In any database, choosing which fields of a table to index is one of the most important jobs of the database designer. This is especially true for a distributed database like CockroachDB, where the cost of a poorly-chosen index can be higher. In this post I’ll discuss some guidelines for choosing good keys and pitfalls to avoid.
3 Basic Rules for Choosing Indexes
There are a few basic rules to keep in mind when choosing indexes for a database. A good index should have these three properties:
- Usefulness: Speed up the execution of some queries (or enforce a constraint)
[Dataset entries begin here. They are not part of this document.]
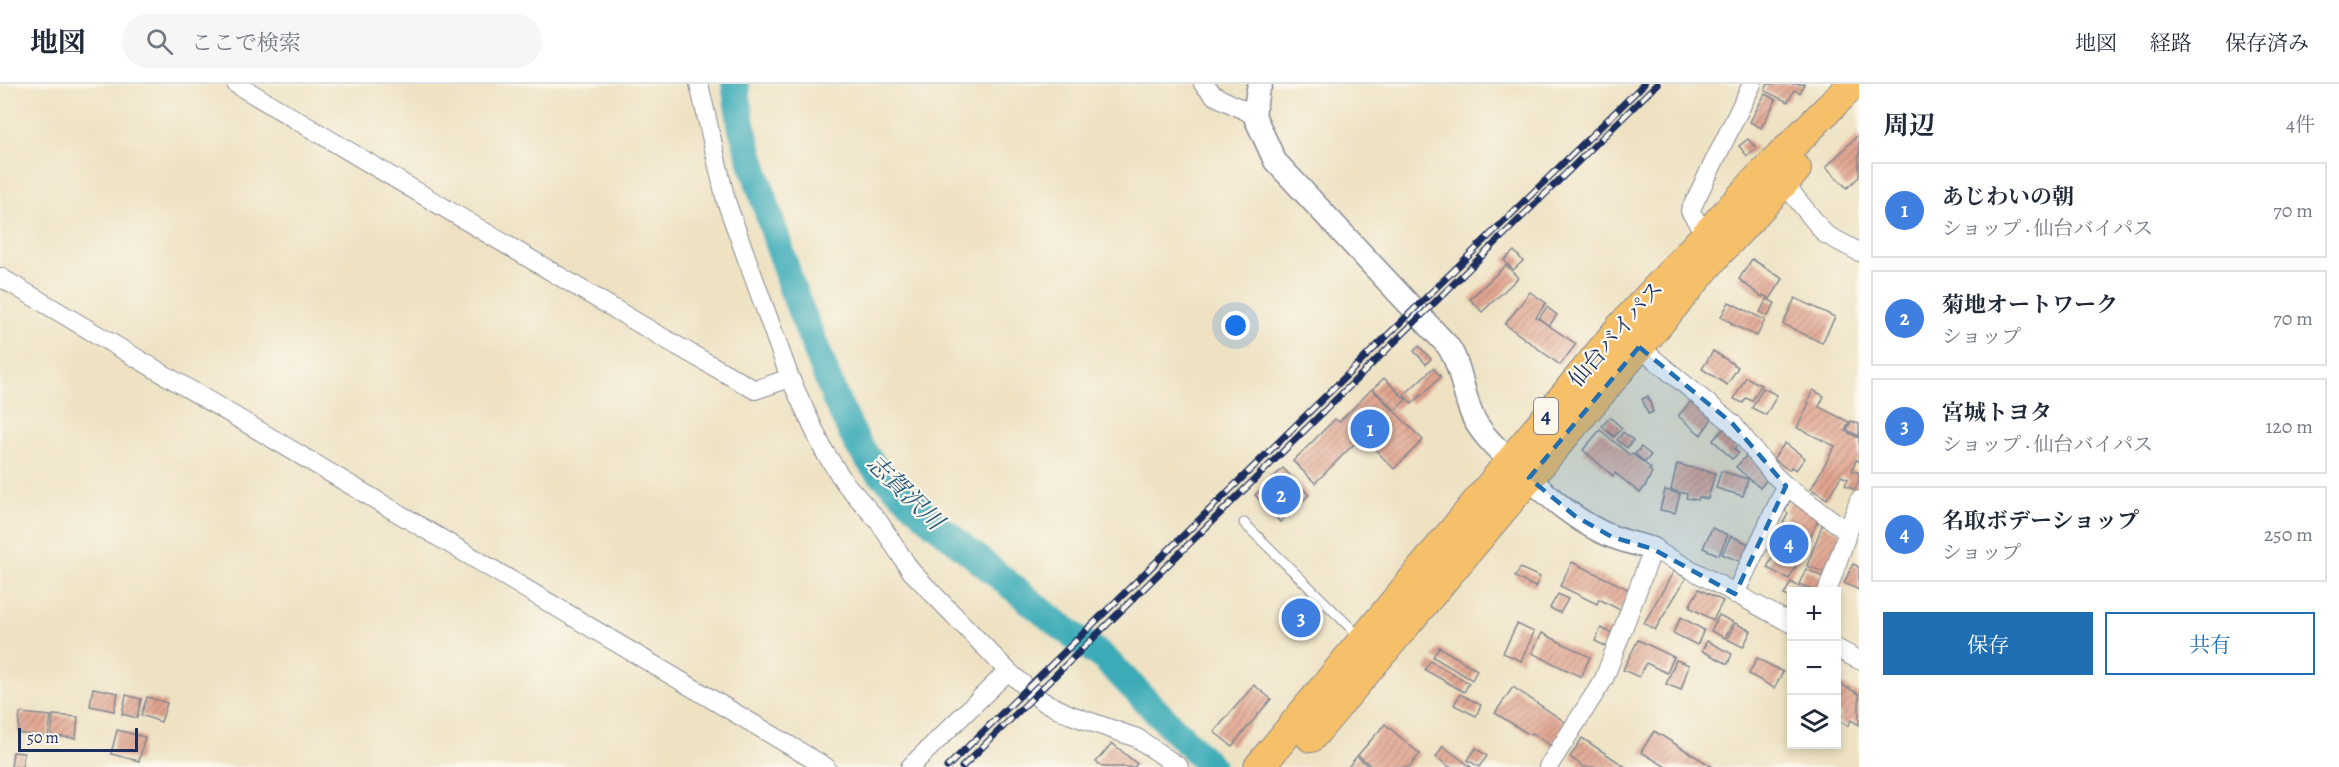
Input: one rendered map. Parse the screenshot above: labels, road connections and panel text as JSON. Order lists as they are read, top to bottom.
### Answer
{
  "streets": {
    "highway": ["仙台バイパス", "4"]
  },
  "water": ["志賀沢川"],
  "scale_bar": "50 m",
  "page": {
    "header": "地図",
    "search": "ここで検索",
    "nav": ["地図", "経路", "保存済み"],
    "heading": ["周辺", "4件"],
    "list": [
      {
        "mark": "1",
        "name": "あじわいの朝",
        "note": "ショップ · 仙台バイパス",
        "value": "70 m"
      },
      {
        "mark": "2",
        "name": "菊地オートワーク",
        "note": "ショップ",
        "value": "70 m"
      },
      {
        "mark": "3",
        "name": "宮城トヨタ",
        "note": "ショップ · 仙台バイパス",
        "value": "120 m"
      },
      {
        "mark": "4",
        "name": "名取ボデーショップ",
        "note": "ショップ",
        "value": "250 m"
      }
    ],
    "pins": [
      "1",
      "2",
      "4",
      "3"
    ],
    "map_buttons": ["+", "−"],
    "buttons": ["保存", "共有"],
    "scale": "50 m"
  }
}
- Clustering: Keep records that are likely to be accessed together near each other
- Scattering: Keep records that are unlikely to be accessed together far apart
The first rule is simply a reminder that indexes aren’t free, and if it’s not helping the application somehow you’re better off without it. Each additional index makes all writes to the table slower, but they can make some reads much faster. The best case for write performance is a table with a primary key but no secondary indexes. The first secondary index has a high cost because it means any insert to the table becomes a distributed transaction, but the cost of each additional secondary index is smaller. Note that it’s never helpful to remove the primary key–CockroachDB will create a hidden primary key for any table that doesn’t have one, and this hidden key cannot be used for by any queries, so it’s always better to have a real primary key that you choose. Do not let this scare you away from secondary indexes, however. They’re not free, but they have such a transformative impact on read performance that it’s nearly always worthwhile to ensure that every query you run has a suitable index.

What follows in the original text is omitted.